◆ DESCRIPTION OF THE TASK
Give the data back exactly. Leave out any images.

::::::

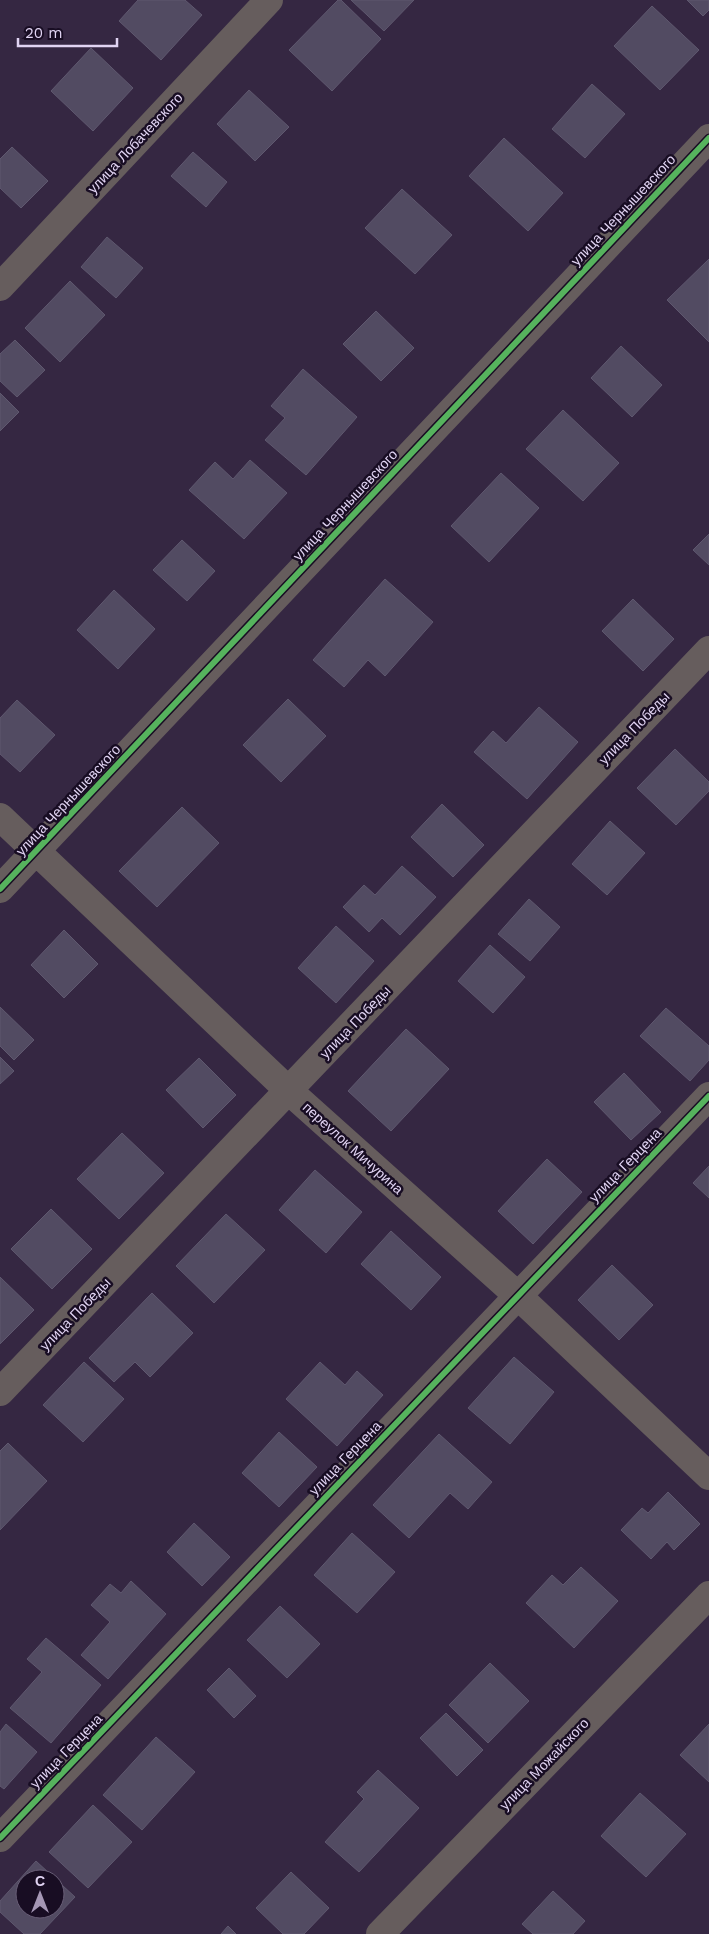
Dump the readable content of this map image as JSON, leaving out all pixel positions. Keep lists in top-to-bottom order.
{
  "streets": {
    "street": [
      "улица Лобачевского",
      "улица Чернышевского",
      "улица Победы",
      "переулок Мичурина",
      "улица Герцена",
      "улица Можайского"
    ]
  },
  "crossings": [
    ["улица Чернышевского", "переулок Мичурина"],
    ["улица Победы", "переулок Мичурина"],
    ["переулок Мичурина", "улица Герцена"]
  ],
  "scale_bar": "20 m",
  "north": "top"
}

::::::

◆ EXERCISE SOLUTION
Dump the readable content of this map image as JSON, leaving out all pixel positions. Keep lists in top-to-bottom order.
{
  "streets": {
    "street": [
      "улица Лобачевского",
      "улица Чернышевского",
      "улица Победы",
      "переулок Мичурина",
      "улица Герцена",
      "улица Можайского"
    ]
  },
  "crossings": [
    ["улица Чернышевского", "переулок Мичурина"],
    ["улица Победы", "переулок Мичурина"],
    ["переулок Мичурина", "улица Герцена"]
  ],
  "scale_bar": "20 m",
  "north": "top"
}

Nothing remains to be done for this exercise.